Tout le débat de Con tourne autour de son obsession pour la famine chinoise, à tel point qu'il néglige de nombreux aspects positifs de Mao, que j'avais signalés. C'est frustrant de discuter avec quelqu'un si incapable d'accepter le bien que Mao a fait pour la Chine.

Vous dites que Mao a tué des millions de paysans dans la famine, ce que je ne nierai pas, mais vous ignorez les statistiques faites par les paysans chinois vivant sous Mao comme Mobo Gao, qui a déclaré lui-même que « la population de la Chine est passée de 36 en 1949 à 63 en 1976." Mao est ce personnage étrange qui a tué des millions de personnes sous son règne, mais qui a miraculeusement doublé la population de son pays de 500 à 900 millions de personnes, et doublé l'espérance d'âge.

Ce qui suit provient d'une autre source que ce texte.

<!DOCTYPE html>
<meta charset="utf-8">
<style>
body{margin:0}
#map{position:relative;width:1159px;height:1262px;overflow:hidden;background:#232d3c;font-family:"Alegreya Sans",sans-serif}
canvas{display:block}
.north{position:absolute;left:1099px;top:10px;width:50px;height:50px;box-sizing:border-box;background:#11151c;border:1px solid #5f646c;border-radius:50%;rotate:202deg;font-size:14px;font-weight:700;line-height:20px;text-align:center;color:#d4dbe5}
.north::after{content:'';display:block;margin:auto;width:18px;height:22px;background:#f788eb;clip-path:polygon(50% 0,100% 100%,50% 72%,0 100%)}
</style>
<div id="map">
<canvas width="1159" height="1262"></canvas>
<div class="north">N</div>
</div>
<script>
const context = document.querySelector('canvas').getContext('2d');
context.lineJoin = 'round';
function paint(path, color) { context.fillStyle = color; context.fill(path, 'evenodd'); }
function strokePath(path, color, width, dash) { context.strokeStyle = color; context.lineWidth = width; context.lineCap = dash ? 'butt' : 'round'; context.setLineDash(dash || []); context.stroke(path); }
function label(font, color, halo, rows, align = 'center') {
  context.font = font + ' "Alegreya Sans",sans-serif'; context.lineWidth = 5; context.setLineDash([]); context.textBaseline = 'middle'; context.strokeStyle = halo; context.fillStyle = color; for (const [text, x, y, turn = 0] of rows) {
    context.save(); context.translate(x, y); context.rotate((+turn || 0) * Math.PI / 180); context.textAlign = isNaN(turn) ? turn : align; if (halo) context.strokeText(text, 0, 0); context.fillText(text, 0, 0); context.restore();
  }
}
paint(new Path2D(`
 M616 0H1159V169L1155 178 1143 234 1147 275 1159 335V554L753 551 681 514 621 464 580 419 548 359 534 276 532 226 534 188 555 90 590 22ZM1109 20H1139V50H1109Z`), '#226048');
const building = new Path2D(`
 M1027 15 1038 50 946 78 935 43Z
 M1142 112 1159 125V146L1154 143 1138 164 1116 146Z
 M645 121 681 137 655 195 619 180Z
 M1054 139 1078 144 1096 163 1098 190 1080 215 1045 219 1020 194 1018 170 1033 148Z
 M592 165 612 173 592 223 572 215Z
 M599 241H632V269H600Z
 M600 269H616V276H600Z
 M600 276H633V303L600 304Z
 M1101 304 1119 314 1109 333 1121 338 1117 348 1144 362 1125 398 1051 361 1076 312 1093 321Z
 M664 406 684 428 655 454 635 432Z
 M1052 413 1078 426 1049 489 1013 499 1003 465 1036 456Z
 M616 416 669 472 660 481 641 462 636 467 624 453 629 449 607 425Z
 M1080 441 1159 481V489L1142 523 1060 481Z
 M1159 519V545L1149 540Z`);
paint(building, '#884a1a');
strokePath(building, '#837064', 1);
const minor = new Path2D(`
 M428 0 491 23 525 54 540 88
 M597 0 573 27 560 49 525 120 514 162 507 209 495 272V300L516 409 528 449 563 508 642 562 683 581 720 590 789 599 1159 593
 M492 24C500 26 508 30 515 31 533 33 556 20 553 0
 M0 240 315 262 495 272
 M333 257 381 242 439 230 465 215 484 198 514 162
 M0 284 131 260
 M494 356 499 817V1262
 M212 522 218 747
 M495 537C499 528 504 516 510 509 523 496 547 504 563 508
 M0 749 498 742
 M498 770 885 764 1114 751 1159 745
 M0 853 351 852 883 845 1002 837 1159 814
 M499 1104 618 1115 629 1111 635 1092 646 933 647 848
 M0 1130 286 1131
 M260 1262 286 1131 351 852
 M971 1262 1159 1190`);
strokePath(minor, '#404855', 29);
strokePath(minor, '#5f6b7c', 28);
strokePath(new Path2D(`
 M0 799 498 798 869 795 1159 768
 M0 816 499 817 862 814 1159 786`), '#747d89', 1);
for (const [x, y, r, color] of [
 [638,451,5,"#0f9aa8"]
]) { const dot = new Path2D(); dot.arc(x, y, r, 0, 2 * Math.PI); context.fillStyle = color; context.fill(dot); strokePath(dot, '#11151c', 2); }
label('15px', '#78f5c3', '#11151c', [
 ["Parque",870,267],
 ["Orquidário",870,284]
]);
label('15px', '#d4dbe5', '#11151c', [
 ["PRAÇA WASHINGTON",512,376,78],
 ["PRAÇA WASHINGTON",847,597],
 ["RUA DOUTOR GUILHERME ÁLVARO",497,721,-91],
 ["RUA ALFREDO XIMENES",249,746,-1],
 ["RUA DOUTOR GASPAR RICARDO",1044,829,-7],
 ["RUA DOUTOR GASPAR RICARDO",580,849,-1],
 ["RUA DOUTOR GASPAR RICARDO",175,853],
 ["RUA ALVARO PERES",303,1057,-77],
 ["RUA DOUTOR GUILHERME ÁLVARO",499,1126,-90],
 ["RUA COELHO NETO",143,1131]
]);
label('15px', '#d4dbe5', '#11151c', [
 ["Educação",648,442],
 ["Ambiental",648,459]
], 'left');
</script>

Comparez l'Inde et la Chine à la sortie de la Seconde Guerre mondiale, toutes deux ont des populations similaires, des conditions similaires après la Seconde Guerre mondiale, et pourtant le communisme a pris le dessus en Chine et le capitalisme en Inde. Qui a gagné ? L'espérance d'âge de la Chine a augmenté de manière exponentielle plus rapidement, tout comme sa population (au point d'être inédite sous le capitalisme). Pourtant, l'Inde stagne et à ce jour, certains vivent encore dans une pauvreté abjecte.

J'ai fourni des preuves statistiques étayées par des citations selon lesquelles Mao a fait du bien, provenant de sources objectives telles que des historiens des points de vue politiques libéraux occidentaux, ainsi que des personnes vivant sous le règne de Mao, mais tout ce que Con a fait est de réciter comme un perroquet que Mao avait un La Grande Famine doit donc être mauvaise, à tel point que ses arguments se transforment en une attaque ad hominem contre Mao en déclarant que, apparemment, des famines se produisent dans toutes les facettes de sa société, tout au long de ses années à la tête de la Chine.

[1] Jack Grey, Rebellions and Revolutions: China from the 1800's to 2000 (Oxford : Oxford University Press, 2002) p. 189.
[2] Jonathan Fenby, "L'homme qui a perdu la Chine" BBC History Magazine (novembre 2003) page 6
[3] John King Fairbank, 'The Great Chinese Revolution 1800-1985 (Londres: Picador 1988) pg 285
[4] Tom Ryan, manuel China Rising HTAV 2e édition, pages 123, 152.
[5] Tom Ryan, manuel China Rising HTAV 2e édition, pages 169-170


Voir la vidéo: COVID-19, Crise financière, Chine, Menace sur la France. Christian Harbulot EN DIRECT (Juillet 2022).


Commentaires:

  1. Pius

    Ne pas dépenser de mots superflus.